For evaluation, tilse can be used as a Python library as well as from the command line.
import datetime
import pprint
from tilse.data import timelines
from tilse.evaluation import rouge
evaluator = rouge.TimelineRougeEvaluator(measures=["rouge_1"])
predicted_timeline = timelines.Timeline({
datetime.date(2010, 1, 1): ["Just a test .", "Another sentence ."],
datetime.date(2010, 1, 3): ["Some more content .", "Even more !"]
})
groundtruth = timelines.GroundTruth(
[
timelines.Timeline({
datetime.date(2010, 1, 2): ["Just a test ."],
datetime.date(2010, 1, 4): ["This one does not match ."]
}),
timelines.Timeline({
datetime.date(2010, 1, 5): ["Another timeline !"],
})
]
)
pp = pprint.PrettyPrinter(indent=4)
print("concat")
pp.pprint(evaluator.evaluate_concat(predicted_timeline, groundtruth))
print("")
print("align, date-content costs")
pp.pprint(evaluator.evaluate_align_date_content_costs(predicted_timeline, groundtruth))

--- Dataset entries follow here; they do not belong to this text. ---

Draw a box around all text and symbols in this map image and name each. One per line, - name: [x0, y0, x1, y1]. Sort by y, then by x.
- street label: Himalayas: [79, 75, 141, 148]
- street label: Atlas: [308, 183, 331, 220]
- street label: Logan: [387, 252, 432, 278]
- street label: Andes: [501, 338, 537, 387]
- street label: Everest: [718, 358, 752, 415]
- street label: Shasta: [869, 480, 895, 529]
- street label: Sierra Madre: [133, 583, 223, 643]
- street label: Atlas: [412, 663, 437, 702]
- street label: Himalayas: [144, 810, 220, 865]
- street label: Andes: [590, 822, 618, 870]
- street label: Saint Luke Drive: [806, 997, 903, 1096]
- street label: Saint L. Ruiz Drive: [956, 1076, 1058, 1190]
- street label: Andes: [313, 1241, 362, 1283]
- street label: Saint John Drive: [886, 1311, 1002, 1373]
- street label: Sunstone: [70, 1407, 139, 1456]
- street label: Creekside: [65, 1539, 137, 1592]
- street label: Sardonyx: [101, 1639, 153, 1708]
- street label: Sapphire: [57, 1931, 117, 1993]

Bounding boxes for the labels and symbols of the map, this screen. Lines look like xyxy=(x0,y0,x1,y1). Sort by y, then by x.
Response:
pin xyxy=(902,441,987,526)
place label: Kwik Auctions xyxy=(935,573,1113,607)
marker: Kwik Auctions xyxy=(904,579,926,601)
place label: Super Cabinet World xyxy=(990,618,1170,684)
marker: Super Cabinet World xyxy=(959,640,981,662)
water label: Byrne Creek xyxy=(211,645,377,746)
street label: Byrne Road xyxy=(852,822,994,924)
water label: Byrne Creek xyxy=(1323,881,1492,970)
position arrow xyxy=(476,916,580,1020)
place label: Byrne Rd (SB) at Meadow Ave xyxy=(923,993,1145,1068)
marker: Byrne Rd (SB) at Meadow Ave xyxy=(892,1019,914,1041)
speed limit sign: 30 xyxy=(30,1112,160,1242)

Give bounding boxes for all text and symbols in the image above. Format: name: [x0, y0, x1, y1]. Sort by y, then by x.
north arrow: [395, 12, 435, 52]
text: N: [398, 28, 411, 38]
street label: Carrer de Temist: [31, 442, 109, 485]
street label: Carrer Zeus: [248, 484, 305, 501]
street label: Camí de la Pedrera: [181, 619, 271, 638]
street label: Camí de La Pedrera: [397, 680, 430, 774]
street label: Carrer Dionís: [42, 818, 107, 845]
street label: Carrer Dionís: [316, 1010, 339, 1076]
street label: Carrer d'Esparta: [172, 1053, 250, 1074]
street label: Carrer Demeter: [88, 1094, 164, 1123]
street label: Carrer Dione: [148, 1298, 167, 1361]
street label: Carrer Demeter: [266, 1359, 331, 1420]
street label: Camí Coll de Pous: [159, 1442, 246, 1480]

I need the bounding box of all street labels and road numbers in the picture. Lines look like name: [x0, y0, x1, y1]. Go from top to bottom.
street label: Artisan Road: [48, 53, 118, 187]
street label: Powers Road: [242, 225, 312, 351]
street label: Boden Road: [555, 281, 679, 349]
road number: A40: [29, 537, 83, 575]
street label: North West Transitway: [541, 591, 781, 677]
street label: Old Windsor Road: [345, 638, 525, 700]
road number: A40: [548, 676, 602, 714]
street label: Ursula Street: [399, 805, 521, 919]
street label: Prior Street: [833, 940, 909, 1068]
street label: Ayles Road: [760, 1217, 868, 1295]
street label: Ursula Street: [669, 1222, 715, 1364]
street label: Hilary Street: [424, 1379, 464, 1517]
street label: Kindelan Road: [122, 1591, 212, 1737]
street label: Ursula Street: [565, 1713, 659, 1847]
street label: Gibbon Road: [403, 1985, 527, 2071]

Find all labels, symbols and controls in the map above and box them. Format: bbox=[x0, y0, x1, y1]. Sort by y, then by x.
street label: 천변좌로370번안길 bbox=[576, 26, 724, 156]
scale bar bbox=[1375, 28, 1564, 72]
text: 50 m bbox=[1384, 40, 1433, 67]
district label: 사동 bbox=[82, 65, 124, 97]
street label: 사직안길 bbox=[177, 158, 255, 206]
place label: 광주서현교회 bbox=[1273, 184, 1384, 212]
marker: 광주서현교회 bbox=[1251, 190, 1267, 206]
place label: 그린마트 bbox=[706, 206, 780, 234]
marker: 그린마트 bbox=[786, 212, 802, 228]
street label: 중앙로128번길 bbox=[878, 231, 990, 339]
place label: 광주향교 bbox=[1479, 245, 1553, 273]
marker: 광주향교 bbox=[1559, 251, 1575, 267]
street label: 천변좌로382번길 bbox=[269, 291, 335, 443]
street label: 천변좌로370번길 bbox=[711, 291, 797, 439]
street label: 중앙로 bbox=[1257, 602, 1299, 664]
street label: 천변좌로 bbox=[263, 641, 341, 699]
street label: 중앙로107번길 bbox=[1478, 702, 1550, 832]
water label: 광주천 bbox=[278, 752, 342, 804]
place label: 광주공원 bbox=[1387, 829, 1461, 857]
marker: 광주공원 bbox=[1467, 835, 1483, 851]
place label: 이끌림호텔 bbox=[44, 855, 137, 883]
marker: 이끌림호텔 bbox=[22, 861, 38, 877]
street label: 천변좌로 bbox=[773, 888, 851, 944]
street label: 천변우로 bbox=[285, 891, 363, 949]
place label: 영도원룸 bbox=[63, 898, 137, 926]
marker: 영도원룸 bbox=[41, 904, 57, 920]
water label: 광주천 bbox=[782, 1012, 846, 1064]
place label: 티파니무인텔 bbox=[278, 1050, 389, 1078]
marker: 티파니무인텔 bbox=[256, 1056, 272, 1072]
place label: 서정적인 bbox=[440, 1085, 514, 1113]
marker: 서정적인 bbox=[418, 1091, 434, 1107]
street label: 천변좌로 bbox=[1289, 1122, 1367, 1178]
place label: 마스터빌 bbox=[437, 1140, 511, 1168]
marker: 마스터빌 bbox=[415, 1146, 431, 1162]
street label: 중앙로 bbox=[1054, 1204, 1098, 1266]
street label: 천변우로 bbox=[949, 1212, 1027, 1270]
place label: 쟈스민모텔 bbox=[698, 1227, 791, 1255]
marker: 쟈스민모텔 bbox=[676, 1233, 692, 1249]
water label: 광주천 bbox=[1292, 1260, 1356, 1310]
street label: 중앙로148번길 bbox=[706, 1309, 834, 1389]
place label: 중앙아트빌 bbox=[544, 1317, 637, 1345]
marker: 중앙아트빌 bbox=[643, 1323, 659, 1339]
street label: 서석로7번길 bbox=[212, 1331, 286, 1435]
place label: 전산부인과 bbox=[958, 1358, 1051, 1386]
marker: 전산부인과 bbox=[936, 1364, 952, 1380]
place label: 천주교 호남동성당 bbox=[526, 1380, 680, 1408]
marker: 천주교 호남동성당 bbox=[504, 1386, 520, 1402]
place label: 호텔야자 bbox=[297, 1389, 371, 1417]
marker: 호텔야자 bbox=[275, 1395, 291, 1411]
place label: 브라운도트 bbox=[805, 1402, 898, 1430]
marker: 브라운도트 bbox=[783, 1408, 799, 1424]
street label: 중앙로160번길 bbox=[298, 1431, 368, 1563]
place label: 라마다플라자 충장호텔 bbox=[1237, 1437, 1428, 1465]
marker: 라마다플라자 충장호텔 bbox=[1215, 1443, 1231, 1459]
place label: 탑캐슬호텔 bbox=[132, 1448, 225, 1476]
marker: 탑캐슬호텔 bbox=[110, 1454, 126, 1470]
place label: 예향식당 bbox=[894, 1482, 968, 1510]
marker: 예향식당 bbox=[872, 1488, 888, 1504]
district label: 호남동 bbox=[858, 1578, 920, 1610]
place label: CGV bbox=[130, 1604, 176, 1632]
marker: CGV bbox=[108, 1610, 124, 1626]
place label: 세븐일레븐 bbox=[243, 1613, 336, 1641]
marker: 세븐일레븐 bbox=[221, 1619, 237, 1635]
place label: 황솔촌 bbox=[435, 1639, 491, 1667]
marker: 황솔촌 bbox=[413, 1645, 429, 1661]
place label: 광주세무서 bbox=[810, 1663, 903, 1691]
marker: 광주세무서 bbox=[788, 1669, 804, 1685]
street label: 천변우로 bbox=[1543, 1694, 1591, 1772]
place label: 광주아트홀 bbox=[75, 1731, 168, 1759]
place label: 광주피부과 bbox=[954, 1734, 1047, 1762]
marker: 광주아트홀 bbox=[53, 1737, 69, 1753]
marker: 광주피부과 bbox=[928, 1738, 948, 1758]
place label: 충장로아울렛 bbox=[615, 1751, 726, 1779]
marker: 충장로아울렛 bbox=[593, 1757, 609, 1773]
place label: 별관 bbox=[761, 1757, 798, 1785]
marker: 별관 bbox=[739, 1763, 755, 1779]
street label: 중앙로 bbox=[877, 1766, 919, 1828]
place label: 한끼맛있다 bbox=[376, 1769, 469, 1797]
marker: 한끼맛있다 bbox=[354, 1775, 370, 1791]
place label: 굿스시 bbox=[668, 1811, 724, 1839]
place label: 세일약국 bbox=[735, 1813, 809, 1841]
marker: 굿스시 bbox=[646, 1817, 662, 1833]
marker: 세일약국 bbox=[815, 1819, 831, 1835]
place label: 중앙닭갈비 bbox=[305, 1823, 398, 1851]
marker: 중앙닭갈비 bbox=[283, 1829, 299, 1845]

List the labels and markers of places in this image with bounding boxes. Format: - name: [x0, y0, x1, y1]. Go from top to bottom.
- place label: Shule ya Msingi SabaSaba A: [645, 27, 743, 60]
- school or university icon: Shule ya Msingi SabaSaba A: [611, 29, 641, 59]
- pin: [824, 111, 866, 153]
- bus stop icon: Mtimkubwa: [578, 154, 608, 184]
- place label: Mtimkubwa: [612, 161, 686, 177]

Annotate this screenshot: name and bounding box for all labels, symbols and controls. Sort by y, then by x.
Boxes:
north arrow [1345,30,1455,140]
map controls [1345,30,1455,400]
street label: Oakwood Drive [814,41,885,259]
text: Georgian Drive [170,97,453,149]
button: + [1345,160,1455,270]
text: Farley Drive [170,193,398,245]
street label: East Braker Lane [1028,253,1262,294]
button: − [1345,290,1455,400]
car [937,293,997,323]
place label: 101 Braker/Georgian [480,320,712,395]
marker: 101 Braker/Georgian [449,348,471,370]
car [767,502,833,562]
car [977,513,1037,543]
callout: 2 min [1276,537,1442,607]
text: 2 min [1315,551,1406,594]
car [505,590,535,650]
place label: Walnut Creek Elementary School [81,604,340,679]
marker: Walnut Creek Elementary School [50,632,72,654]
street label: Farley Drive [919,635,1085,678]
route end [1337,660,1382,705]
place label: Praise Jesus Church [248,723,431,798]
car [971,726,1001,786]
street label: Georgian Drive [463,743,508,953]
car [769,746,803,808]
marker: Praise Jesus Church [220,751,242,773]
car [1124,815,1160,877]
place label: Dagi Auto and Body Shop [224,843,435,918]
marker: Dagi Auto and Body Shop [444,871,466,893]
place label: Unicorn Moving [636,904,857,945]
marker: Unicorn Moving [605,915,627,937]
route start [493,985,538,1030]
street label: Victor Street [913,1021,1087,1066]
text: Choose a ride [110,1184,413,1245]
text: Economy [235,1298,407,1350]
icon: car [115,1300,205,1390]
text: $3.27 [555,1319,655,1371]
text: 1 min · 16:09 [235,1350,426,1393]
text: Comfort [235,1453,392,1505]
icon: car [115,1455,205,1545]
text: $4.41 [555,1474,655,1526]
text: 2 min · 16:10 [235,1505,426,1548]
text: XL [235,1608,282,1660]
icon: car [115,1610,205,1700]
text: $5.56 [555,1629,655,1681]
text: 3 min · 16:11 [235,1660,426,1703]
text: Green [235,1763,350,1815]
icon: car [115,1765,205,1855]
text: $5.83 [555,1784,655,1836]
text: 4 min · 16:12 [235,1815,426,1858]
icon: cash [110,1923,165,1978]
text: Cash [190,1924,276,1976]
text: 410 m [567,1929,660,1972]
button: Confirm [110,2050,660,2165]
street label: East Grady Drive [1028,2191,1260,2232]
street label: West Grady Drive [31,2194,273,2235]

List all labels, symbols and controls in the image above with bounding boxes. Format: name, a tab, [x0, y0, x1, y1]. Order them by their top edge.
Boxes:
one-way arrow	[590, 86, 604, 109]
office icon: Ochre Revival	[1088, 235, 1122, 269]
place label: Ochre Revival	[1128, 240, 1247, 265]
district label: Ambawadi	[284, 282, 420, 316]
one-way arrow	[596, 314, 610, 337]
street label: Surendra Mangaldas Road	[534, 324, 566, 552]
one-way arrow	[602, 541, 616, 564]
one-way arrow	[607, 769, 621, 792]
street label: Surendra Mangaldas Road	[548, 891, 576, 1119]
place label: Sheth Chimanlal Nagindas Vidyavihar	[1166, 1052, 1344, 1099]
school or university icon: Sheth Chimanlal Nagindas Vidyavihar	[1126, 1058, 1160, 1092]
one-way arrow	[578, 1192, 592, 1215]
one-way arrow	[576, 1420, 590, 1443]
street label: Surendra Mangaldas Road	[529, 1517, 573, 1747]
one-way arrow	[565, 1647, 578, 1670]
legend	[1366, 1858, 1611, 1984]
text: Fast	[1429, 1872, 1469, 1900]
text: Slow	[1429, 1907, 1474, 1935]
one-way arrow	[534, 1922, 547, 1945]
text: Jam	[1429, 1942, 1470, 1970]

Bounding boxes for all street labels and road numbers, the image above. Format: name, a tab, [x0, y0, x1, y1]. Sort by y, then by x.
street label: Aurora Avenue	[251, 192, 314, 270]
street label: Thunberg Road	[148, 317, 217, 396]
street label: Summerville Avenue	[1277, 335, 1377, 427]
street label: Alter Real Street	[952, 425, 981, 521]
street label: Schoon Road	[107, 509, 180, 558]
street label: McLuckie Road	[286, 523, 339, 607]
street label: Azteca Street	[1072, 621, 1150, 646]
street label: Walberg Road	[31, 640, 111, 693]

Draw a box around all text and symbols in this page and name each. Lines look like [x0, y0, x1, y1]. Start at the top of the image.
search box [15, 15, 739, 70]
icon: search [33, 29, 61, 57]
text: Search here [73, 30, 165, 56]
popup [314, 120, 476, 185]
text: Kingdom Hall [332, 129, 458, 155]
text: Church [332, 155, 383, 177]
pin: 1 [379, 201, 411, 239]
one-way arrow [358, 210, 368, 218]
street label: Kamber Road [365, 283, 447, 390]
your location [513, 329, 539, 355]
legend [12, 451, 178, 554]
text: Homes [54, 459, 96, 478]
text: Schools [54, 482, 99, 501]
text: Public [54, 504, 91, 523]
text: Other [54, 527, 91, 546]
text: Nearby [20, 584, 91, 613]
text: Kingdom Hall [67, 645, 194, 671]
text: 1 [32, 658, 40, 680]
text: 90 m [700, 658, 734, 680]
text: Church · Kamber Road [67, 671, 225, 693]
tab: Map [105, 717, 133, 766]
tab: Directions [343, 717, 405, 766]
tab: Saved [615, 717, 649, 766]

The above will have the output
concat
{ 'rouge_1': { 'f_score': 0.2222222222222222,
'precision': 0.16666666666666666,
'recall': 0.3333333333333333},
align, date-content costs
{ 'rouge_1': { 'f_score': 0.1111111111111111,
'precision': 0.08333333333333333,
'recall': 0.16666666666666666},
You can run tilse from the command line with the command evaluate-timelines
. An example invocation is
evaluate-timelines -p timeline.txt -r reference_timeline1.txt reference_timeline2.txt -m agreement
where the timeline text files are in the format of the timelines shipped with the
timeline17 dataset. Options for the parameter -m
are concat
, agreement
,
align_date_costs
, align_date_content_costs
and align_date_content_costs_many_to_one
.
In order to run metric tests as described in our paper, you can use the command line tool run-timeline-metrics-tests
.
The script processes sets of reference timelines of one or more topics. The tests can be invoked as follows:
run-timeline-metric-tests -t /path/to/timelines
where the timelines in /path/to/timelines
are organized as in the following example:
/path/to/timelines/
topic1/
timelines/
timeline1.txt
timeline2.txt
topic2/
timelines/
timeline1.txt
The numbers returned by the tests are slightly different from the numbers in the paper because the current
version of tilse implements a different variant of the add
test and we run ROUGE with different parameters.
Sebastian Martschat and Katja Markert (2017). Improving ROUGE for Timeline Summarization. To appear in Proceedings of the 15th Conference of the European Chapter of the Association for Computational Linguistics, volume 2: Short Papers , Valencia, Spain, 3-7 April 2017.